[Collected data]

--------

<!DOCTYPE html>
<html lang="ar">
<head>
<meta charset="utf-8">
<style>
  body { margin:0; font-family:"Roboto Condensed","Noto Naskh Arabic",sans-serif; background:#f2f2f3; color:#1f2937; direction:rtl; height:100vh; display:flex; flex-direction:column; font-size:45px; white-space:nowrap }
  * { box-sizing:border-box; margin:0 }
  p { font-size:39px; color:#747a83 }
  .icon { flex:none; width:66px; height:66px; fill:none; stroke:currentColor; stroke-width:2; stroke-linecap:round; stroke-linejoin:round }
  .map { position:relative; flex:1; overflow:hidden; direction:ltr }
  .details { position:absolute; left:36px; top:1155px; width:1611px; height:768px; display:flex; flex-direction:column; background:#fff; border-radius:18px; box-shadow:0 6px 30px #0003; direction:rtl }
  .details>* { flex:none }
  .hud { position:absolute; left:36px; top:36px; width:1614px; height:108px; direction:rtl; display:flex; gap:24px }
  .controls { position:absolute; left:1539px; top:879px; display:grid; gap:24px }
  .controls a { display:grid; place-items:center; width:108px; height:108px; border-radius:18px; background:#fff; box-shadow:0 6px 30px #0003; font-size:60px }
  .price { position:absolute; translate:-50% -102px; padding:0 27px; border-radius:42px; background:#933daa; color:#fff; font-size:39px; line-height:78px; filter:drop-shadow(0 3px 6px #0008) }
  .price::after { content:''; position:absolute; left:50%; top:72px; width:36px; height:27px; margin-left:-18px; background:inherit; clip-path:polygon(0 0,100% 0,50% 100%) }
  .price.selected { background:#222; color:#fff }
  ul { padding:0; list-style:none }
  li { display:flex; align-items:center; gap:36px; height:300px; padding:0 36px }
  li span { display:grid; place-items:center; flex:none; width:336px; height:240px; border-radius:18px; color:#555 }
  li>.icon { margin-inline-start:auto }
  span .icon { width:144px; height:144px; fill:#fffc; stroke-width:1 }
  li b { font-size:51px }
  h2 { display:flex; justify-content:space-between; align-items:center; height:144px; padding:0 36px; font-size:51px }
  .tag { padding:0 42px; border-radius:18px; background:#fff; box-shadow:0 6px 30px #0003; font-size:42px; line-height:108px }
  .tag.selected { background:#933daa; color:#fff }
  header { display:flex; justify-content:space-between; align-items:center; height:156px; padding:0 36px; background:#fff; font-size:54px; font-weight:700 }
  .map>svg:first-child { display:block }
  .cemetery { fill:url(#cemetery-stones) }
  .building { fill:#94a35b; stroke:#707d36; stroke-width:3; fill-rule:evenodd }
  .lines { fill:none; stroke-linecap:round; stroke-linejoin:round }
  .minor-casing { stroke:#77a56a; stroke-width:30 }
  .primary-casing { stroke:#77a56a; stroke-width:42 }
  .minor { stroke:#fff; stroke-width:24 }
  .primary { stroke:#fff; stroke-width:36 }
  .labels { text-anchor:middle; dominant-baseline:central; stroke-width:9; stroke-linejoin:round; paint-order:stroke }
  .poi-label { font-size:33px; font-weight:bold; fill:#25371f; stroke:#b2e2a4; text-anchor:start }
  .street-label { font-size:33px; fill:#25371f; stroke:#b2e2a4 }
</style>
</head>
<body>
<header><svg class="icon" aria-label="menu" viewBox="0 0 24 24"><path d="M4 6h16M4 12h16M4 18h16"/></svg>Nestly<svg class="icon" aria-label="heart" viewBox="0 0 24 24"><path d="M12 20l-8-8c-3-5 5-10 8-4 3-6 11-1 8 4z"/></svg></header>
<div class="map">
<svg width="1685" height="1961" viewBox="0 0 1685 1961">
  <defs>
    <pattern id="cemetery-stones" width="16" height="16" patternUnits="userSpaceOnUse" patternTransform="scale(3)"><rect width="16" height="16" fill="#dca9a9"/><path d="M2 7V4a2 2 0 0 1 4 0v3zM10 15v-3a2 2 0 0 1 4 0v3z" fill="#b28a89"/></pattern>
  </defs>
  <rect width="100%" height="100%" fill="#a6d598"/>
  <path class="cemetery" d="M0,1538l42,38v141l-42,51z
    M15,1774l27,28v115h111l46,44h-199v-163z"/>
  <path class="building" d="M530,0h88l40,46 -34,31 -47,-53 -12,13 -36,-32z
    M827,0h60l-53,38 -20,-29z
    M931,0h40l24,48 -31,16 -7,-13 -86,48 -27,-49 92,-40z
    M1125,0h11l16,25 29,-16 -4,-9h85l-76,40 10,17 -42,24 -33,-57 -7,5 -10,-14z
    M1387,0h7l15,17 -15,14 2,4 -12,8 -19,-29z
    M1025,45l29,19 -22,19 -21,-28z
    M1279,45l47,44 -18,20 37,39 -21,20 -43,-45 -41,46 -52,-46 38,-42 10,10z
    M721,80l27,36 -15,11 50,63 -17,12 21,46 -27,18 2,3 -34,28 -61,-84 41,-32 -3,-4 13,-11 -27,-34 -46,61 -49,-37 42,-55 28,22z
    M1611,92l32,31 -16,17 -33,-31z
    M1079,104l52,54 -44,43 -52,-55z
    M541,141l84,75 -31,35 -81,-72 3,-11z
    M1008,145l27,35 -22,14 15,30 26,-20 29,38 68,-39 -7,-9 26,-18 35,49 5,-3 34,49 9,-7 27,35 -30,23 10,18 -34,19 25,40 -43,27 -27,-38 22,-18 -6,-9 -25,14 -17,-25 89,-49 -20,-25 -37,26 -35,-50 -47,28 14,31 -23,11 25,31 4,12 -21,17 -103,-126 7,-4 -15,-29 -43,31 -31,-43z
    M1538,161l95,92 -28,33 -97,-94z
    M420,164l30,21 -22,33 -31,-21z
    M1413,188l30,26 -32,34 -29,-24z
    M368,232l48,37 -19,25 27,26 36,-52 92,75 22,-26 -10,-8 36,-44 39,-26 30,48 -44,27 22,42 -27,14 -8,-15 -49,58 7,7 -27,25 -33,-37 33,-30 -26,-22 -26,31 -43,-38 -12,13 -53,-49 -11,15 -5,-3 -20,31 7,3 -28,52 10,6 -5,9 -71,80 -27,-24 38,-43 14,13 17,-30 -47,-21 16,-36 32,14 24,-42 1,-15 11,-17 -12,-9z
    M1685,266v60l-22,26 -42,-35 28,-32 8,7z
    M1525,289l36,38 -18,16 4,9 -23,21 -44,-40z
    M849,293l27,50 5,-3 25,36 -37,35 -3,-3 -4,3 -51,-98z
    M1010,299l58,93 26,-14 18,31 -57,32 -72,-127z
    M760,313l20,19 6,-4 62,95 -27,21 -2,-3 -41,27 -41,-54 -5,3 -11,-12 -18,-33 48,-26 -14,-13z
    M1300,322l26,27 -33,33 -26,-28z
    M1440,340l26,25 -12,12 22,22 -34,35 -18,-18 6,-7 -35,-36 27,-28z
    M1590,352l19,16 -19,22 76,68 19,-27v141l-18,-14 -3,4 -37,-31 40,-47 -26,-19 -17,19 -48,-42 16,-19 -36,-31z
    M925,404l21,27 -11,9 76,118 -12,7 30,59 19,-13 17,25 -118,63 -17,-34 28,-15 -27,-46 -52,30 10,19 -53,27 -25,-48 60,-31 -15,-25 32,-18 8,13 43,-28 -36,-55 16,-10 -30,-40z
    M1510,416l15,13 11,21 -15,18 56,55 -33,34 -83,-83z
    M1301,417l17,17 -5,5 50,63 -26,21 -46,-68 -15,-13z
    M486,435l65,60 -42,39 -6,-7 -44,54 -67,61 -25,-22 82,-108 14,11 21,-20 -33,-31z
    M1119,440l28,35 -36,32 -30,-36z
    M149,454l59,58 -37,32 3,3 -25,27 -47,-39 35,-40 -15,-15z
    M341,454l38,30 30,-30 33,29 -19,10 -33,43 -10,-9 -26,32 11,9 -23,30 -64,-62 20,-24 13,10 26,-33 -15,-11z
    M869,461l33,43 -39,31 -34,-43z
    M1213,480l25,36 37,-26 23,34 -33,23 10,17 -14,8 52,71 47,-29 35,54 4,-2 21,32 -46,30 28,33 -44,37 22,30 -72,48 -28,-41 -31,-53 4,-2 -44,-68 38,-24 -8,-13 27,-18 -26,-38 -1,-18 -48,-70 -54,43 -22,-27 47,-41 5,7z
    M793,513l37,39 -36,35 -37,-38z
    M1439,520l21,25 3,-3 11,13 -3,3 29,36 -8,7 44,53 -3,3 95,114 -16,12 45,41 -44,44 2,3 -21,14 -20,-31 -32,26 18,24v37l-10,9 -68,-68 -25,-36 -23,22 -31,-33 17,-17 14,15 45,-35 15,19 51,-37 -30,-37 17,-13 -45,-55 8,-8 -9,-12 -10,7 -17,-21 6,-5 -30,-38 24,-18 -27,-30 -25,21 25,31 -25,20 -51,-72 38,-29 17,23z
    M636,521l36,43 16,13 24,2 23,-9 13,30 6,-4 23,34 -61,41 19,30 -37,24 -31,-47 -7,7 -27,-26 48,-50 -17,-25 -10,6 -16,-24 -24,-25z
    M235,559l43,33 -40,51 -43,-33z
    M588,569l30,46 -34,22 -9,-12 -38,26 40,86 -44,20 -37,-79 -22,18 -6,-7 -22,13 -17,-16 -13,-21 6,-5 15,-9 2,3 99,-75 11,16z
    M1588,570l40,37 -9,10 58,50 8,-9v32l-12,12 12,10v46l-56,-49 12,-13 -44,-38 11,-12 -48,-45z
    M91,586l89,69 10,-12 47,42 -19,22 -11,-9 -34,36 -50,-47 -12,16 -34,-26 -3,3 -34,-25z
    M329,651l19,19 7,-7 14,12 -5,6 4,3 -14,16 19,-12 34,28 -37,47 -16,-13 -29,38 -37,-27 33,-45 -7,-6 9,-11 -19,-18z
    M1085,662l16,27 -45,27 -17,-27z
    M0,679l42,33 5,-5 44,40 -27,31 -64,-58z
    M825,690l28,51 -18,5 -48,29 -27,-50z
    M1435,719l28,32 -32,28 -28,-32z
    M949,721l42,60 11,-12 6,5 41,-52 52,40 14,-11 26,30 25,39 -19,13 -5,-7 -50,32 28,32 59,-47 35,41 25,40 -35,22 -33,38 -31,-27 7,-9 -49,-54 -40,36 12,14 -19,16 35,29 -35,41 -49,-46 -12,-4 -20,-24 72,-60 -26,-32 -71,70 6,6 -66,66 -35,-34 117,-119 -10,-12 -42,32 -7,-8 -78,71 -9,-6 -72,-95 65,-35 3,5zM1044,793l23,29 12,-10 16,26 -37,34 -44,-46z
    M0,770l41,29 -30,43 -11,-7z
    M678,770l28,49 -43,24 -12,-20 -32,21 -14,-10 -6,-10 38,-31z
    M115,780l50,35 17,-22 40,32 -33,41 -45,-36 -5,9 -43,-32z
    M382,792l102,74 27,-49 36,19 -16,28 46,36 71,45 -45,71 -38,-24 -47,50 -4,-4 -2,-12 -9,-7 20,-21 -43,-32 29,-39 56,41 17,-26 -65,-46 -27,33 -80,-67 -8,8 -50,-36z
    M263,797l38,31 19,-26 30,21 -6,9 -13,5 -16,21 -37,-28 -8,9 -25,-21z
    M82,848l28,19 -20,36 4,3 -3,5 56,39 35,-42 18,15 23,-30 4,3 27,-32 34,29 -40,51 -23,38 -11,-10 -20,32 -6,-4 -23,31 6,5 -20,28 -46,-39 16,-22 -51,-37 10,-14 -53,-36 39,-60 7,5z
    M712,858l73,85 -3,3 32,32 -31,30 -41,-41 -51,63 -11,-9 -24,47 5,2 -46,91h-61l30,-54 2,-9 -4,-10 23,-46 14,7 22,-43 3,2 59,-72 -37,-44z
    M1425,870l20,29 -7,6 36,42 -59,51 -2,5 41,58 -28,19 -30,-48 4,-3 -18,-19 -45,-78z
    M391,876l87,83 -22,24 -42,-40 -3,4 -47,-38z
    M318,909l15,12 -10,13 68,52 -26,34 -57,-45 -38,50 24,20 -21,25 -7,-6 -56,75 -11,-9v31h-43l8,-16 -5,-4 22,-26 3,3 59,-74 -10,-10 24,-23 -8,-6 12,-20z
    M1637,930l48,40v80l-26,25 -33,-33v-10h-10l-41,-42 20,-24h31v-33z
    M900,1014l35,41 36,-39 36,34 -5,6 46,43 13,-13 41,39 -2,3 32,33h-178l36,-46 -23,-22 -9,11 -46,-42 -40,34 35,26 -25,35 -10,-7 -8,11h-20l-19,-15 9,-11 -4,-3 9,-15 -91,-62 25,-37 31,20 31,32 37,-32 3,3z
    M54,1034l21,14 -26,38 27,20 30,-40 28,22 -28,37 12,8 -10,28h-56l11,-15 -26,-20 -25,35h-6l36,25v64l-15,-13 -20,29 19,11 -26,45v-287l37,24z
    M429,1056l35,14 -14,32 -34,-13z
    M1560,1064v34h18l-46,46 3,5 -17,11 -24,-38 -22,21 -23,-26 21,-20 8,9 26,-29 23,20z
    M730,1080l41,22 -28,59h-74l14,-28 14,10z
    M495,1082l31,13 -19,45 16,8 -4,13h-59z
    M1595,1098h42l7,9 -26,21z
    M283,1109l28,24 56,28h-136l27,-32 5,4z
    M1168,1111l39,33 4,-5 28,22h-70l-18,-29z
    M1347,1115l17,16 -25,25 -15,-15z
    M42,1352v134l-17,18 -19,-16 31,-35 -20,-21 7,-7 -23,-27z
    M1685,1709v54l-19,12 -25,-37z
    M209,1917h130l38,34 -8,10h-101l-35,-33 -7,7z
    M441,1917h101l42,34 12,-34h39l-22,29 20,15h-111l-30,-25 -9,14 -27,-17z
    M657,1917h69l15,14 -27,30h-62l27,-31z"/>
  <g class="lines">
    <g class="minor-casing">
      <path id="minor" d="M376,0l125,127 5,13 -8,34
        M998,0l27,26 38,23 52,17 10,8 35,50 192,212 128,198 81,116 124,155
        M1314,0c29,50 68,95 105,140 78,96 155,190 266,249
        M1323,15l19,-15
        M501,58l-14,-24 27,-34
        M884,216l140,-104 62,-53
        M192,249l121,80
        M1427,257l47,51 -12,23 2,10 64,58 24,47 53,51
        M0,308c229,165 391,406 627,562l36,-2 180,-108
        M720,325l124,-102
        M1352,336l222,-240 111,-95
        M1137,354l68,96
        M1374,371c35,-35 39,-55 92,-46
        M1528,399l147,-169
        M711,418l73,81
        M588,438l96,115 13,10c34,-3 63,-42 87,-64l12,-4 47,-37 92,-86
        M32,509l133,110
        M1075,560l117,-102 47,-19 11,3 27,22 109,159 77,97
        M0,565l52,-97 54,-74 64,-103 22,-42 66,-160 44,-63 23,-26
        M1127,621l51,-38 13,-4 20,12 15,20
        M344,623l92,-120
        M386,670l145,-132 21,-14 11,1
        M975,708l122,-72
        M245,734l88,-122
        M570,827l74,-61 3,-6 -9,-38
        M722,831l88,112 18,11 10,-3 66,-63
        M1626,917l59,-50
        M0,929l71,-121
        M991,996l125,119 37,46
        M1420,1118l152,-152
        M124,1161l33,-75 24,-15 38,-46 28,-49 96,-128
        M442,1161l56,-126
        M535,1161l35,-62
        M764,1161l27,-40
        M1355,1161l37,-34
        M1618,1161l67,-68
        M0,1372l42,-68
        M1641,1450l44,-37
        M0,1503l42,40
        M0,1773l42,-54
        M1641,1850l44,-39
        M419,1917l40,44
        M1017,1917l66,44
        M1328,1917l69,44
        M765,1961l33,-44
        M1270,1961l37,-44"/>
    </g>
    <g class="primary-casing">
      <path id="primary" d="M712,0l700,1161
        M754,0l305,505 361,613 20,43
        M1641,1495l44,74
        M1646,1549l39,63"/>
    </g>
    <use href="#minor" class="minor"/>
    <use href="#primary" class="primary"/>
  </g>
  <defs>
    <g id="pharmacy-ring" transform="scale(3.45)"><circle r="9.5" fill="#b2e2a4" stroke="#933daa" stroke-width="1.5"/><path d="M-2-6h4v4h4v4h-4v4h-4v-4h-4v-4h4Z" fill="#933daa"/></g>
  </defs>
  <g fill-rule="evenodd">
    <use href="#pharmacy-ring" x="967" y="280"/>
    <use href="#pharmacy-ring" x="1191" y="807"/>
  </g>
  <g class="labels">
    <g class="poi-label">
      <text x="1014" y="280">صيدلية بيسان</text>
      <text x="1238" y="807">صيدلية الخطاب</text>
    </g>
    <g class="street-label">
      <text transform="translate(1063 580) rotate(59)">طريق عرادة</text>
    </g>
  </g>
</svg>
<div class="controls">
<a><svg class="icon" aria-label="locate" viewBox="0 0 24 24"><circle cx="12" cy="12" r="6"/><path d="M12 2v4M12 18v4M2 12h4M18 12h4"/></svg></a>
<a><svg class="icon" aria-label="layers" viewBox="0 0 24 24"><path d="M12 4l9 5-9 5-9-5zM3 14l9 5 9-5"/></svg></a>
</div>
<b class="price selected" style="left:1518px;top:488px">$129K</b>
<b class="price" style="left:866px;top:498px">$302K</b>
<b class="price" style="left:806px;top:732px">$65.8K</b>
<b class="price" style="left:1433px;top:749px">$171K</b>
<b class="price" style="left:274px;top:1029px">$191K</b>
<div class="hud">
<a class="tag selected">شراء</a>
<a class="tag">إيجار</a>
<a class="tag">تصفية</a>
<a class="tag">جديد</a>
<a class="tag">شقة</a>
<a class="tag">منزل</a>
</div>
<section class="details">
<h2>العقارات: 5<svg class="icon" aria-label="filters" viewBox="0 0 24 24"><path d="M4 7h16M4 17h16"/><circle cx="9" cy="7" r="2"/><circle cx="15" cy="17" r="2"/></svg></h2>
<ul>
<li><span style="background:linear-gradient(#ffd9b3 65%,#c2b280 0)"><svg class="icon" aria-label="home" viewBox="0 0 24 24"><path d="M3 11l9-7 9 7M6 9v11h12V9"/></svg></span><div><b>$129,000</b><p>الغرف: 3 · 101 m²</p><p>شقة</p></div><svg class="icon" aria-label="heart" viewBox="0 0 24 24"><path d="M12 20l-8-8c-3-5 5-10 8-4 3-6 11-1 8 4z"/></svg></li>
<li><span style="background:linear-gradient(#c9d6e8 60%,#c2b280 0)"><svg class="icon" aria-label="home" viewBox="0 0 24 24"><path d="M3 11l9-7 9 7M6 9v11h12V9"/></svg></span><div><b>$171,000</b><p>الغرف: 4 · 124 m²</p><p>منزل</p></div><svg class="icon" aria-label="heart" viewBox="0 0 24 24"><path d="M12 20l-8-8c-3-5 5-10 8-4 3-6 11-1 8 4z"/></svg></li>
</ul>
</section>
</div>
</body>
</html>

--------

### WORK TO BE COMPLETED
Say how many lines of the data hold the string "controls", with no other words in your reply.

### YOUR SOLUTION
3